Readers
Congress members do what’s right – for selves
In a moment of truth-telling, Democratic Sen. Dick Durbin from Illinois said the banking industry owns the Senate.
He should have acknowledged the influence of the rest of corporate America as well.
The banks’ lobbyists are as powerful as ever, but now, since most received federal bailout money, their lobbyists are being paid by We the People to work against our interests.
Like all Republicans and 12 Democrats, our Sens. Jon Kyl and John McCain voted for the banks and against giving bankruptcy judges the ability to renegotiate loans of homeowners facing repossession.
Arizona has been particularly hard hit by foreclosures, but that hasn’t caused our senators to stand with their constituents over the banks.
Obama has said he wants to close the tax loopholes on offshore accounts that allow almost all large American companies to avoid paying billions in taxes.

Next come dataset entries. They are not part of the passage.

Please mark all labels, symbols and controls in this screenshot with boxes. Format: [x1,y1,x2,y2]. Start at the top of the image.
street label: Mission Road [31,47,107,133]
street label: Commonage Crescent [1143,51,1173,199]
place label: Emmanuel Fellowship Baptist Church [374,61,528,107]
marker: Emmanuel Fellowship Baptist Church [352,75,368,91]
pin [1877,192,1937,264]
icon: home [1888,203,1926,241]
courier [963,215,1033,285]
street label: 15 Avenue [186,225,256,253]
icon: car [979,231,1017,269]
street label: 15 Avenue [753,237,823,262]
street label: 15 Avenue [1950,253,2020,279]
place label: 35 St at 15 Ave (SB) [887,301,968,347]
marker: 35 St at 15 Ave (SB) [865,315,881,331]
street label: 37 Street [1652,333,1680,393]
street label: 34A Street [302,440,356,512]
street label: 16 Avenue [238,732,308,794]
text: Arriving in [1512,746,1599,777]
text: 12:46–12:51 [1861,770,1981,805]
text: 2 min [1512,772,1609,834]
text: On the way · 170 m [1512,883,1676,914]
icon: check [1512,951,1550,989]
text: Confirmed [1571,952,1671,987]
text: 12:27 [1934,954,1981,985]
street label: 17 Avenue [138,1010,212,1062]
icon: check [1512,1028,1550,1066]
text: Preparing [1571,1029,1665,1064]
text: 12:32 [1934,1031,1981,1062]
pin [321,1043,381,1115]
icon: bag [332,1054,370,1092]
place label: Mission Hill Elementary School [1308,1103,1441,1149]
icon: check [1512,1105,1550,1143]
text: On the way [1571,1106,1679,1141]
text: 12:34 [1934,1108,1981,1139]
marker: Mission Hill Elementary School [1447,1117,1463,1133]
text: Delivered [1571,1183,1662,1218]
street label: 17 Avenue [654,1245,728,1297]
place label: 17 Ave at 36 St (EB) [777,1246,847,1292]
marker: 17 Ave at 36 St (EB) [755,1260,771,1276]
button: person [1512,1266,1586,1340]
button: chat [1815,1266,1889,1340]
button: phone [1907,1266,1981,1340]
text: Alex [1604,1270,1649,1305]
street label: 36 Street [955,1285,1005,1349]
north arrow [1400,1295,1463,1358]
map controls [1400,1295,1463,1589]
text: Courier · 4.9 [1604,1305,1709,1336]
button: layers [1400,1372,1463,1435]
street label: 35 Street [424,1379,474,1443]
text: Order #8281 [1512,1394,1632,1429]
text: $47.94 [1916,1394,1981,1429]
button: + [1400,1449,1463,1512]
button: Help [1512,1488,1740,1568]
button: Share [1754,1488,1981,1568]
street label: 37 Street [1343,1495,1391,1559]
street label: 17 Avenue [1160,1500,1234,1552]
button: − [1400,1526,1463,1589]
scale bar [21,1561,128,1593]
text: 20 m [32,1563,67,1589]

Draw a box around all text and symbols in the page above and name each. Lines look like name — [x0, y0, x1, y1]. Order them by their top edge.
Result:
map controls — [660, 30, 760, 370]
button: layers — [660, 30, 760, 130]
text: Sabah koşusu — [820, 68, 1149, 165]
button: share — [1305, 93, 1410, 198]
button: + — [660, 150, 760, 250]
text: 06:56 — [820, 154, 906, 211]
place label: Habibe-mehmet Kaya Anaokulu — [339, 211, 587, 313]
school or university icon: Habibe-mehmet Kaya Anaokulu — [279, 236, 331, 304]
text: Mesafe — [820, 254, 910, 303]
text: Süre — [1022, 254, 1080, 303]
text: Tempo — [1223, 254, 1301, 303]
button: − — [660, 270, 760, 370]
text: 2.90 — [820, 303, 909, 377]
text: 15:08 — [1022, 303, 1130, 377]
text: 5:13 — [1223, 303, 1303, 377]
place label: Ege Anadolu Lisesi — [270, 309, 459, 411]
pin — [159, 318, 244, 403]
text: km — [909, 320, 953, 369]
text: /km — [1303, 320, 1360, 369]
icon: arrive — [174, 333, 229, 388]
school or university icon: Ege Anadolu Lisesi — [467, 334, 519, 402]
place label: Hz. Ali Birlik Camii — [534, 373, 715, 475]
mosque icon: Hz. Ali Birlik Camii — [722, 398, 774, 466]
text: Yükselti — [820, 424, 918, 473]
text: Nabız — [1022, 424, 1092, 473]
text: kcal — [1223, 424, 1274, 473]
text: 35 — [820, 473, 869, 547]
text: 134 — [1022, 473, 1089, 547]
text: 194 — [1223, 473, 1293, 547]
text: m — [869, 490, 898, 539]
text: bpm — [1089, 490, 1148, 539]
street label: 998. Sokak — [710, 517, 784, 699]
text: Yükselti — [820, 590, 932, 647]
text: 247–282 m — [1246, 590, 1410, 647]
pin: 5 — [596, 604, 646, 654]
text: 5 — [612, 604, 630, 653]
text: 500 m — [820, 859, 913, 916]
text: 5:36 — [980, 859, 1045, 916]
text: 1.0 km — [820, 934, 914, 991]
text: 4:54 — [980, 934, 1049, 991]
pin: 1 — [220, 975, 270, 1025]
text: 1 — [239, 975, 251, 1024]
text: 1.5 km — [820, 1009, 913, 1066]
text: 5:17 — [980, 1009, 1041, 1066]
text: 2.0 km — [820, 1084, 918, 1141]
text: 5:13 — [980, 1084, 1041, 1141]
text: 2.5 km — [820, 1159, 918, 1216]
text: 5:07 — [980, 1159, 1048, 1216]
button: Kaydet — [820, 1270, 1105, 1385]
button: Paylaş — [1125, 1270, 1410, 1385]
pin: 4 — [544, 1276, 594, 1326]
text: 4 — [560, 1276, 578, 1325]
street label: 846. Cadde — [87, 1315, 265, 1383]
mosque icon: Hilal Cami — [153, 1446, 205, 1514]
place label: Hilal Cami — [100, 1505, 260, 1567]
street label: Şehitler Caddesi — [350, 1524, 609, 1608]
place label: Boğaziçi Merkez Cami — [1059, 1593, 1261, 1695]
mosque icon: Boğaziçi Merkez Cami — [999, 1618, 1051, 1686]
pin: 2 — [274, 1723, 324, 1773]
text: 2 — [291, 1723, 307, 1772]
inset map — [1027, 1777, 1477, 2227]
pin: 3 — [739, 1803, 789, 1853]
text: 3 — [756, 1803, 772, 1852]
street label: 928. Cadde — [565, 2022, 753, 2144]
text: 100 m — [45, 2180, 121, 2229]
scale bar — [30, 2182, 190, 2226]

This would add $200 billion to the nation’s coffers and allow tax breaks for companies that create American jobs.
Will Republicans and even some Democrats side with the companies that fill their campaign war chests, or will they do what is right?
What argument will Kyl and McCain use to vote against closing the loopholes?
Oh wait, I’ve got it: Closing tax loopholes is really raising taxes.
Likewise, get ready for Republicans and some Democrats to protect the health insurance industry over the need for universal care and real reform.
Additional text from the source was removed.